Date of Award

May 2023

Degree Type


Degree Name

Master of Science



First Advisor

John L Isbell

Second Advisor

Julie A Bowles

Committee Members

John L Isbell, Julie A Bowles, Nicholas D Fedorchuk


AMS - Anisotropy of Magnetic Susceptibility, Diamictites, Gowganda, Huronian Supergroup, Paleoproterozoic, Sediment gravity flows


The Huronian Supergroup (2.4-2.1 Ga) in Ontario, Canada is widely accepted as an important stratigraphic interval for interpreting Paleoproterozoic climate. This is because it contains some of the oldest glaciogenic rocks on the planet. However, massive and poorly-stratified diamictites in the Gowganda Formation of the Huronian Supergroup have varying depositional interpretations among sedimentologists (subglacial, rainout, sediment gravity flow etc.). Diamictites can occur from a variety of processes and, therefore, proper depositional interpretation is essential for unraveling detailed environmental conditions at the time of deposition. Anisotropy of magnetic susceptibility (AMS) looks at the orientation of magnetic particles within a rock and coupled with sedimentary investigation, can help interpret depositional processes. Rock magnetic data show that magnetism is carried by multi-vortex (titano)magnetite in fine-grained facies and includes the addition of a higher- coercivity contribution (potentially diagenetic goethite) in some sandstone facies.

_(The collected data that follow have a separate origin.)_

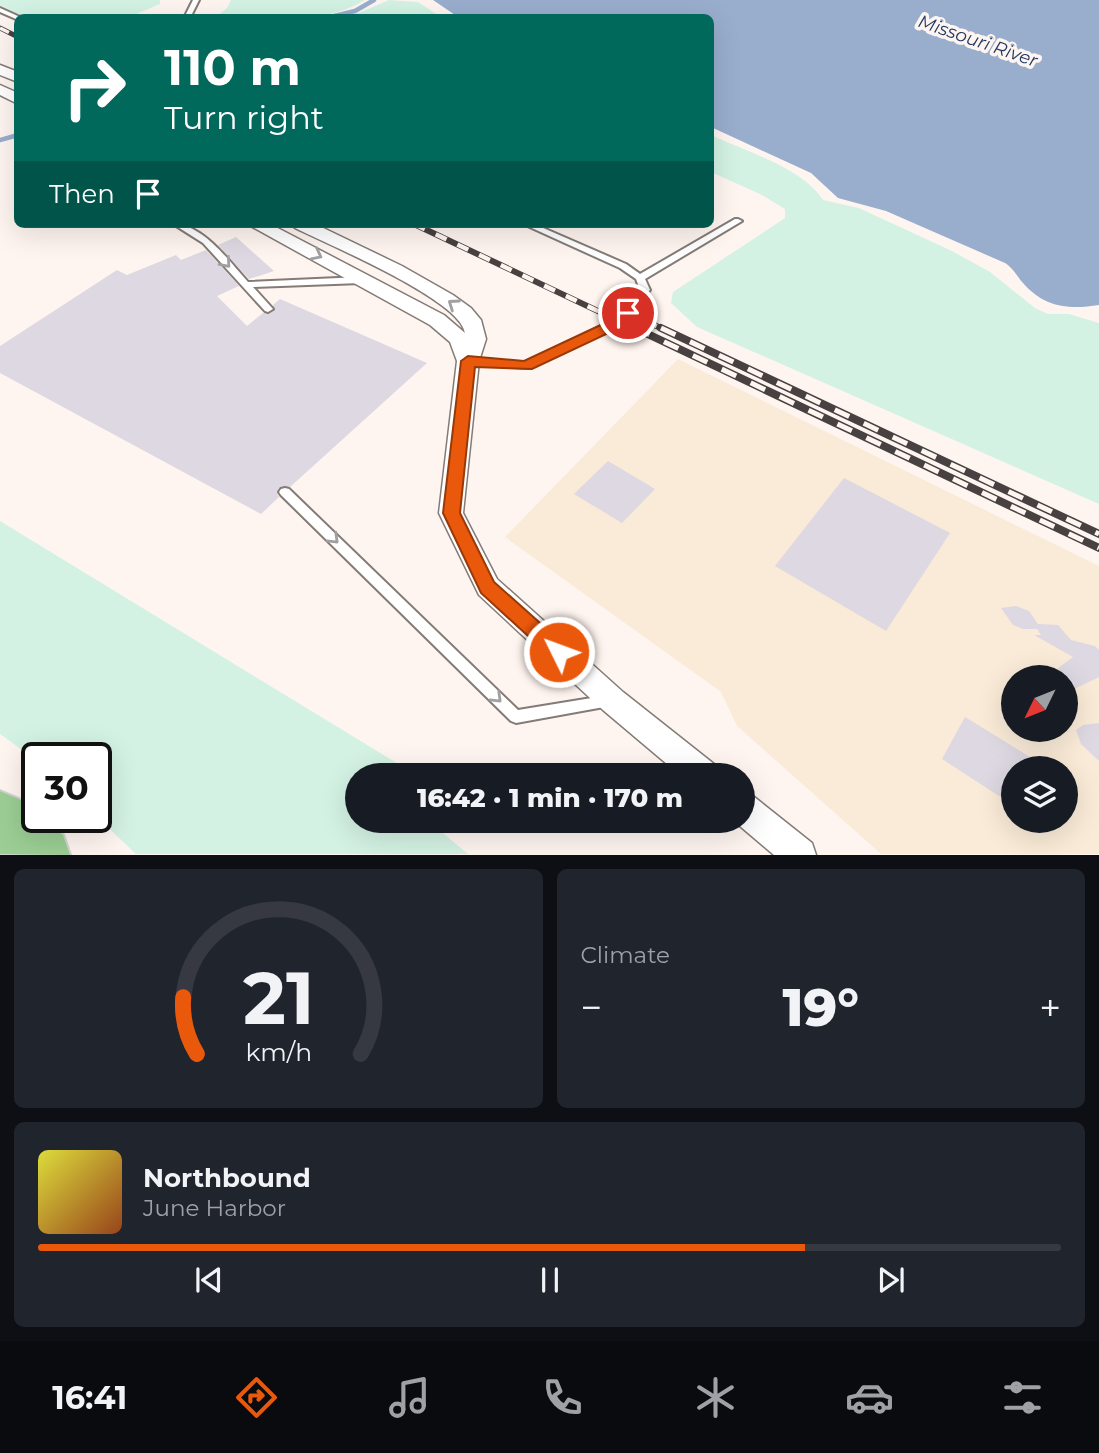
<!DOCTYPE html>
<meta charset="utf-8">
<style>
body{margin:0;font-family:Montserrat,sans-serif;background:#20242c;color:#f1f3f6;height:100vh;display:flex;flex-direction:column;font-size:26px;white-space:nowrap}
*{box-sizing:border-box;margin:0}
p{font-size:23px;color:#9ea1a6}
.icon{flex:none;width:38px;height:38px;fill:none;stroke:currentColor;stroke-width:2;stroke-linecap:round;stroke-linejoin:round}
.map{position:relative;height:855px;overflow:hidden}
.panel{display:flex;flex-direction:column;gap:14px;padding:14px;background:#0d0f14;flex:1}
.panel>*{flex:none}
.banner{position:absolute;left:14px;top:14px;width:700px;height:214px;border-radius:10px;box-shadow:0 7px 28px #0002;background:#00695c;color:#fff;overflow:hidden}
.needle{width:46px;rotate:227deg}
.fabs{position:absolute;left:1001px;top:665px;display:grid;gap:14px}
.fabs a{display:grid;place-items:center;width:77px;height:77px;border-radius:50%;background:#171b24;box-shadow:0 7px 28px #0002;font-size:35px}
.speed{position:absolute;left:21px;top:742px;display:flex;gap:14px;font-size:35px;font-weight:700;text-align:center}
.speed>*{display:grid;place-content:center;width:91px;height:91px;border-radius:50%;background:#171b24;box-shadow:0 7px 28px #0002;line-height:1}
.speed .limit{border:4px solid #111;border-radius:10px;background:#fff;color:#111}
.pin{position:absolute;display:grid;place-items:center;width:60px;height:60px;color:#fff;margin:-30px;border:4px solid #fff;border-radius:50%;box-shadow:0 2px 7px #0007}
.me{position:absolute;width:77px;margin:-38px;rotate:312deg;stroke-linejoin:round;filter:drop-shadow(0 0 5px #0008)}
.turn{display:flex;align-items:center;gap:24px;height:147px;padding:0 35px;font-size:32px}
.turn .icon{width:91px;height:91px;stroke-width:2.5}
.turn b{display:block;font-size:49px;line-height:60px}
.then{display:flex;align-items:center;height:66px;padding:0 35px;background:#0003;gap:14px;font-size:26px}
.big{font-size:52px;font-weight:800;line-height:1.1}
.panel .card{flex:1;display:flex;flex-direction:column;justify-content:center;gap:10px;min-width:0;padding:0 24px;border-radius:10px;background:#20242c}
.panel .dial{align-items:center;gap:0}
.dial svg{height:182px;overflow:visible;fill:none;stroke:#363941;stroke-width:7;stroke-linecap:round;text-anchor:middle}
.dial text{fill:#f1f3f6;stroke:none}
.song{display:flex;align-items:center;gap:21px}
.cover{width:84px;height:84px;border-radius:10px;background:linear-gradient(135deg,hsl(60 70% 55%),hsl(20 70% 35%))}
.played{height:7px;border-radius:4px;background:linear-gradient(90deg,#ea580c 75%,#363941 75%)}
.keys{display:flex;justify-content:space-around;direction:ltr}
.heat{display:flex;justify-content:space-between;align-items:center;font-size:38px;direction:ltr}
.panel .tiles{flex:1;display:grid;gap:14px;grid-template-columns:1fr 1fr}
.card:last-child{grid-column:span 2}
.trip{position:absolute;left:345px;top:763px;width:410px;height:70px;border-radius:35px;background:#171b24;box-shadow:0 7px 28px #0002;font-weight:800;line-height:70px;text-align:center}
.menu{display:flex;height:112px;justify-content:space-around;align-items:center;background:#090b0e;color:#9ea1a6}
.menu .icon{width:49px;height:49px}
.menu .current{color:#ea580c}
.menu b{font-size:32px;color:#f1f3f6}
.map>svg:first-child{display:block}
.industrial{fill:#faebd8;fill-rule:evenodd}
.green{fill:#d3f2e3}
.water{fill:#99adcd}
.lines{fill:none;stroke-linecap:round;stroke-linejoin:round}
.stream{stroke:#99adcd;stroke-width:4.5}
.building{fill:#ddd8e1}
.service-casing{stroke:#847b77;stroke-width:4}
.minor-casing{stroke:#847b77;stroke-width:3}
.motorway-casing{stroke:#d5d4d4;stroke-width:4}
.service{fill:#fff;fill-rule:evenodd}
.minor{fill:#fff;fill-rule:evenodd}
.motorway{fill:#9bce94;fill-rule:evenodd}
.rail-far2-casing{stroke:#474241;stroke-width:5}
.rail-far1-casing{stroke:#474241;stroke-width:6}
.rail-casing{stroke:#474241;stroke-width:8}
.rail-far2{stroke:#fff5f0;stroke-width:3.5;stroke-dasharray:10;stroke-linecap:butt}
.rail-far1{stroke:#fff5f0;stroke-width:4.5;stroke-dasharray:12;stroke-linecap:butt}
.rail{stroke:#fff5f0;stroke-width:5;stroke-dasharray:16;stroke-linecap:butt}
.oneway{stroke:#a19f9f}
.route{fill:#ea580c;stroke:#983908;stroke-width:2}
.labels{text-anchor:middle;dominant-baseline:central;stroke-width:7;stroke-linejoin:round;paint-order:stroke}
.far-water-label{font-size:18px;font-style:italic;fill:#213a65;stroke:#fff5f0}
</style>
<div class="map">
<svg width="1099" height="855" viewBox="0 0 1099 855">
<rect width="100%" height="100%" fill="#fff5f0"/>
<!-- industrial -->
<path class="industrial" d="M 678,359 L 1099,566 L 1099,854 L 881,854 L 737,726 L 721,692 L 505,537 ZM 1013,677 L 1066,677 L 1066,730 L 1013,730 ZM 1013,768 L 1066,768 L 1066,821 L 1013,821 Z"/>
<!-- green -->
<g class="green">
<path d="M 0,0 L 160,0 L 160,4 L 127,18 L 24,17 L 0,6 Z"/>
<path d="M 231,0 L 365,0 C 322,26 265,18 216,17 L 227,8 Z"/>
<path d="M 389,0 L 418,2 L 441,17 L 338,17 L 359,13 Z"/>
<path d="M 711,135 C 745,151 803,168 823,200 L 859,208 L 952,251 L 990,272 L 1035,308 L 1048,314 L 1069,314 L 1099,323 L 1099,504 L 697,327 L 671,303 L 673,292 L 785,218 L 785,209 L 762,195 L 711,172 Z"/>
<path d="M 0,521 L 405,768 L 409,775 L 357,775 L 357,821 L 436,821 L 444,834 L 468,854 L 136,854 L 96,816 L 96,758 L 37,758 L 37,761 L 0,734 Z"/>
</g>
<!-- water -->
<path class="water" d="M 433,0 L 1099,0 L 1099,305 C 1068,310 1044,307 1023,283 C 1016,275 1014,269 1005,263 L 886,211 L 838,198 L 811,173 L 711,127 L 710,18 L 458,17 Z"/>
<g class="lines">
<!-- stream -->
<g class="stream">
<path d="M 326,18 L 355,11 L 374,0"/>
<path d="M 0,140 L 18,135"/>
</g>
</g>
<!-- building -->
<g class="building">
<path d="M 236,237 L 274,271 L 249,279 L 218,245 Z"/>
<path d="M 206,250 L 239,286 L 217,296 L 247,326 L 263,313 L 269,314 L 274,311 L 273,305 L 280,299 L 427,363 L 290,487 L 279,488 L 277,493 L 279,497 L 261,514 L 0,373 L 0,346 L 117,270 L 127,275 L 176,255 L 181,260 Z"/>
<path d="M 608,461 L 655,489 L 622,523 L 574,494 Z"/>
<path d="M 844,478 L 950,533 L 886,631 L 775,566 Z"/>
<path d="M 1016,606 L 1029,611 L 1038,624 L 1058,625 L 1071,640 L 1095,646 L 1099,650 L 1099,677 L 1066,693 L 1066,677 L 1046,677 L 1073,657 L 1034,635 L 1041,635 L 1037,629 L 1023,629 L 1013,625 L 1001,608 Z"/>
<path d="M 965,717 L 1048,768 L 1013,768 L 1013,805 L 942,759 Z"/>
<path d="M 1099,723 L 1099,761 L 1081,744 L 1076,730 L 1083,725 Z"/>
</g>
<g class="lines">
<defs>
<g id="service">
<path d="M 193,0 L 199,0 L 190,18 L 184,18 Z"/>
<path d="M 0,8 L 20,17 L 21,18 L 16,19 L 0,12 Z"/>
<path d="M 735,219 L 738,219 L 742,221 L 645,279 L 650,290 L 622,323 L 529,368 L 468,364 L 463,361 L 468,358 L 525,363 L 616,319 L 640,290 L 636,279 L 620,268 L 523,224 L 534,224 L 626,264 L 640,274 Z"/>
<path d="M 173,224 C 203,224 229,261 248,282 L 361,277 L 365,280 L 361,283 L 253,287 L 273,309 L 268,312 L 265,311 L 203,243 Z"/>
<path d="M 285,488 L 289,489 L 518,710 L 610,695 L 615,697 L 617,701 L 615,705 L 516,723 L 511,721 L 281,495 L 279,492 L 281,489 Z"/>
</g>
<g id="minor">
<path d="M 0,65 L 18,72 L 18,82 L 0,75 Z"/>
<path d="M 0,85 L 18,93 L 18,104 L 0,95 Z"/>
<path d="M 247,224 L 270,224 L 444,315 L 465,333 C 461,300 327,244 295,228 L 292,224 L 315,224 L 402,266 L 453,295 L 471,308 L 481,320 L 486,339 L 479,361 L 463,513 L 497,579 L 623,692 L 714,764 L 718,775 L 680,775 L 603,710 L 479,595 L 439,513 L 457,361 L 450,342 L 430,325 Z"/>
<path d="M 742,791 L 753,796 L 812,843 L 816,855 L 774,855 L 734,821 L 742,821 Z"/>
</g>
<path id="motorway" d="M 0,791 L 19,799 L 37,814 L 37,817 L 41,817 L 63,835 L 70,855 L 0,854 Z"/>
</defs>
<!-- service casing -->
<use href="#service" class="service-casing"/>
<!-- minor casing -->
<use href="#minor" class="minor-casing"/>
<!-- motorway casing -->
<use href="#motorway" class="motorway-casing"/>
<!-- service -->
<use href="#service" class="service"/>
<!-- minor -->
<use href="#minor" class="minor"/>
<!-- motorway -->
<use href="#motorway" class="motorway"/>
<defs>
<path id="rail-far2" d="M 0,28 L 18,37"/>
<g id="rail-far1">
<path d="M 414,224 L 638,330"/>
<path d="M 624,311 L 665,330"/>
</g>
<g id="rail">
<path d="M 635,328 L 1099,548"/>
<path d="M 661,328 L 1099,534"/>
</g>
</defs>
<!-- rail-far2 casing -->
<use href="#rail-far2" class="rail-far2-casing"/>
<!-- rail-far1 casing -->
<use href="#rail-far1" class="rail-far1-casing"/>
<!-- rail casing -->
<use href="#rail" class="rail-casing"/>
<!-- rail-far2 -->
<use href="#rail-far2" class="rail-far2"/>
<!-- rail-far1 -->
<use href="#rail-far1" class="rail-far1"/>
<!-- rail -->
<use href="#rail" class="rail"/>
</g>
<!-- one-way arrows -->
<defs><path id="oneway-chevron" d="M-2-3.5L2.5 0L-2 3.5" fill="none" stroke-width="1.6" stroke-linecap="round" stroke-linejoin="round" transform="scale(1.75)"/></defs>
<g class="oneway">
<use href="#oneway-chevron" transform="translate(317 255) rotate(27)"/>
<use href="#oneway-chevron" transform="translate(226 263) rotate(49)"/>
<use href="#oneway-chevron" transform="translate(453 304) rotate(-145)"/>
<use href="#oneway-chevron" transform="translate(334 539) rotate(44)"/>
<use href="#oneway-chevron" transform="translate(497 698) rotate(44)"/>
</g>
<!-- route -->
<path class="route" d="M 628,309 L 635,313 L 617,329 L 532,369 L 475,367 L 460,513 L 494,582 L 566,646 L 569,652 L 566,658 L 559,661 L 552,658 L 481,593 L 443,513 L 461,361 L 468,356 L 524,361 L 607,322 Z"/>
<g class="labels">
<!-- far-water labels -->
<g class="far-water-label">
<text transform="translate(978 41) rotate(19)">Missouri River</text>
</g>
</g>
</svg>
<div class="fabs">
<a><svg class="needle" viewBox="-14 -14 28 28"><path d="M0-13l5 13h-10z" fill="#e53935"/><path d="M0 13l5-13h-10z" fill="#9ea1a6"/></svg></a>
<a><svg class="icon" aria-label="layers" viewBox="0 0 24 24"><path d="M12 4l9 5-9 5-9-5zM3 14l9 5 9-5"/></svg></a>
</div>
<div class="speed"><div class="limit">30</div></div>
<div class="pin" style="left:628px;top:313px;background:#d93025"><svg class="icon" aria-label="arrive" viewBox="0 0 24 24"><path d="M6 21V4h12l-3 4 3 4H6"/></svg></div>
<svg class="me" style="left:559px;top:652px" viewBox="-20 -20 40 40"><circle r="17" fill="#ea580c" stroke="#fff" stroke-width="3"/><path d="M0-11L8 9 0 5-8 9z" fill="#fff"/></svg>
<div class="trip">16:42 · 1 min · 170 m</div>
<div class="banner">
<div class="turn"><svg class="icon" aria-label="right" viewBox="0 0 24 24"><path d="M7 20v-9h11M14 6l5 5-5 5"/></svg><div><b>110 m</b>Turn right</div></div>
<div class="then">Then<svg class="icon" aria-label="arrive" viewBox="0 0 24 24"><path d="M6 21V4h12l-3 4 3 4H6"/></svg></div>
</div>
</div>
<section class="panel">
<div class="tiles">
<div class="card dial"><svg viewBox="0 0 100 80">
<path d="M14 69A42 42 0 1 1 86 69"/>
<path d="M14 69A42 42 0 0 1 8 44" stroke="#ea580c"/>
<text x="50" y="56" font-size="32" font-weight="700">21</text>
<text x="50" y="72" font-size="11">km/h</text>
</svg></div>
<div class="card"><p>Climate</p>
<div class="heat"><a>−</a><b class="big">19°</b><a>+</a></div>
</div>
<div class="card">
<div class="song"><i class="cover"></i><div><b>Northbound</b><p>June Harbor</p></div></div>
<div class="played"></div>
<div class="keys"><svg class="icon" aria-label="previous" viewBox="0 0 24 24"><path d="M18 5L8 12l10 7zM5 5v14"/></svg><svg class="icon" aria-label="pause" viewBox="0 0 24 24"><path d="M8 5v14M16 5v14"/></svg><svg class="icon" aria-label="next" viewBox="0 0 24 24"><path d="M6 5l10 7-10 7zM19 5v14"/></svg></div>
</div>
</div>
</section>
<nav class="menu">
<b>16:41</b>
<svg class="icon current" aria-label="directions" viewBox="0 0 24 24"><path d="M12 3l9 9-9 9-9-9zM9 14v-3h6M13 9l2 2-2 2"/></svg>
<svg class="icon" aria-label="music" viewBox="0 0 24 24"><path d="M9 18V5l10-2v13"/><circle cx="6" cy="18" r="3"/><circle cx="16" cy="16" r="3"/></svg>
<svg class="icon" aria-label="phone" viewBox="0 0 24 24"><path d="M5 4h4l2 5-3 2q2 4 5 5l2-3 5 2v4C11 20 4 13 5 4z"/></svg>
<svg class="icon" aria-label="climate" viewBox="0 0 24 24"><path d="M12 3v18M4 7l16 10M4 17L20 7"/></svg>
<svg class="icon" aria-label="car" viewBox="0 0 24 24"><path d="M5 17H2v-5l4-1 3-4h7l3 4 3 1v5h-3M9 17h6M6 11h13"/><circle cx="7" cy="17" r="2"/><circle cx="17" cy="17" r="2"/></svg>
<svg class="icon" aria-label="filters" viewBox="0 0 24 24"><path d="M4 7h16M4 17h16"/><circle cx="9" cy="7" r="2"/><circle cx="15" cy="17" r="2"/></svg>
</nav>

Most magnetic fabrics iii are oblate in shape and oriented transverse to flow, although vertical fabrics were found in sites that exhibited substantial deformation or dewatering. Results and observations from this project suggest that Gowganda sedimentation was dominated by sediment gravity flows, deposited on a marine post-glacial slope with a southwestern transport direction. Interpretation of depositional processes through a combination of AMS and sedimentologic observation provide a more comprehensive understanding of the environmental conditions controlling deposition, and in this case, painting a more elaborate picture of Paleoproterozoic climate transitions. In contrast with subglacially derived diamictites, which are deposited directly under glacial ice, those produced by sediment gravity flows suggest a more glacially distal to non- glacial environment. The presence of bedded diamictites, water escape structures, quarter structures around clasts, a general lack of shear horizons and striated/faceted clasts as well as an abundance of flow-transvers magnetic fabrics observed in most Gowganda facies suggest this more distal environment. However, subglacial deformation and deposition cannot be entirely ruled out for one oriented and striated boulder bed horizon producing flow-aligned magnetic fabrics; both characteristics of subglacial processes.